Cuenta Homero en la Odisea que, durante el regreso de la guerra de Troya, las naves de Ulises y sus hombres fueron desviadas por vientos y corrientes y, tras varios días navegando sin rumbo, llegaron a la tierra de los lotófagos. Allí, sus habitantes ofrecieron loto a los recién llegados, algunos de los cuales se aficionaron a la flor y sus efectos narcóticos llegando a olvidar su patria y el regreso a esta.
En el siglo XVIII se inició la tradición cultural del Grand Tour, según la cual la educación de un joven aristócrata no se consideraba completa si no visitaba in situ los hitos del arte grecolatino de la Antigüedad. Italia y Grecia se convirtieron en lugares de culto para esos peregrinos de la belleza. Era un viaje iniciático para esos jóvenes, del cual no se volvía igual que se llegaba. Con el trascurso del tiempo, no fueron solo aristócratas los que emprendieron rumbo al sur.
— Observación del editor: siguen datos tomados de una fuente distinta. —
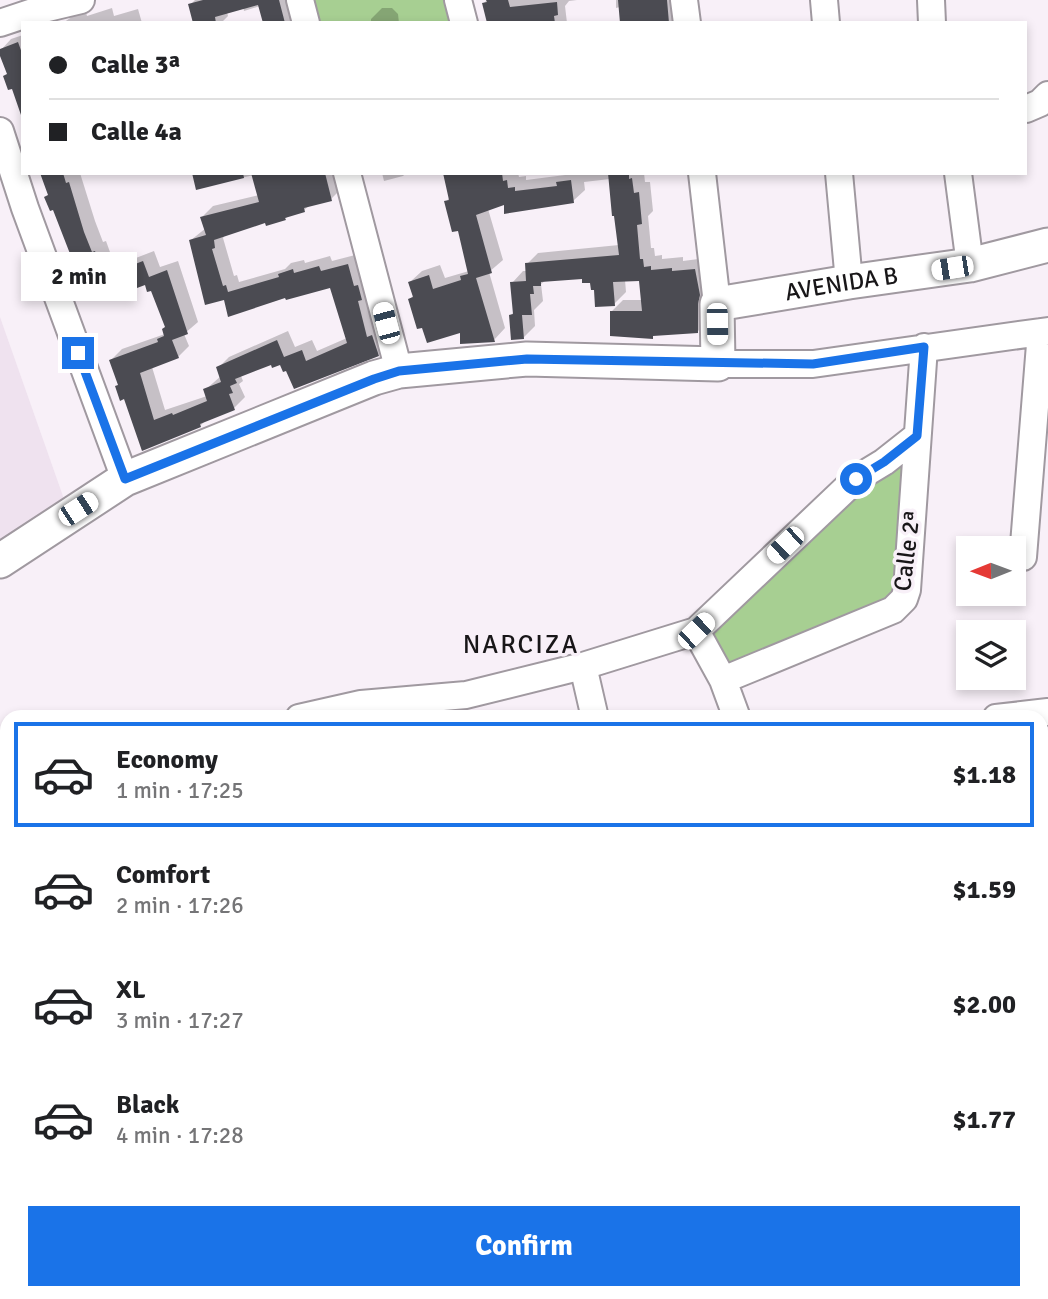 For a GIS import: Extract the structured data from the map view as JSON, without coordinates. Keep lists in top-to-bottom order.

También fueron cambiando las motivaciones para emprender el viaje, que, en muchos casos, fueron motivados por la búsqueda de climas más benignos con enfermedades como, por ejemplo, la tuberculosis. No solo el arte, también la luz, el sol, la belleza del paisaje y el carisma de sus gentes deslumbraron a muchos de esos viajeros, llegando a ocurrir el caso de que alguno de ellos, como el arqueólogo Johann Wickelmann, consideraba su año real de nacimiento aquel en el que se había ido a vivir a Roma. «Hasta entonces su existencia había sido, según él, la de un muerto en vida, la de un mero y patético superviviente». «El sur», por tanto, y como señala María Belmonte en el libro que os traigo hoy, «se reveló como la tierra de los lotófagos».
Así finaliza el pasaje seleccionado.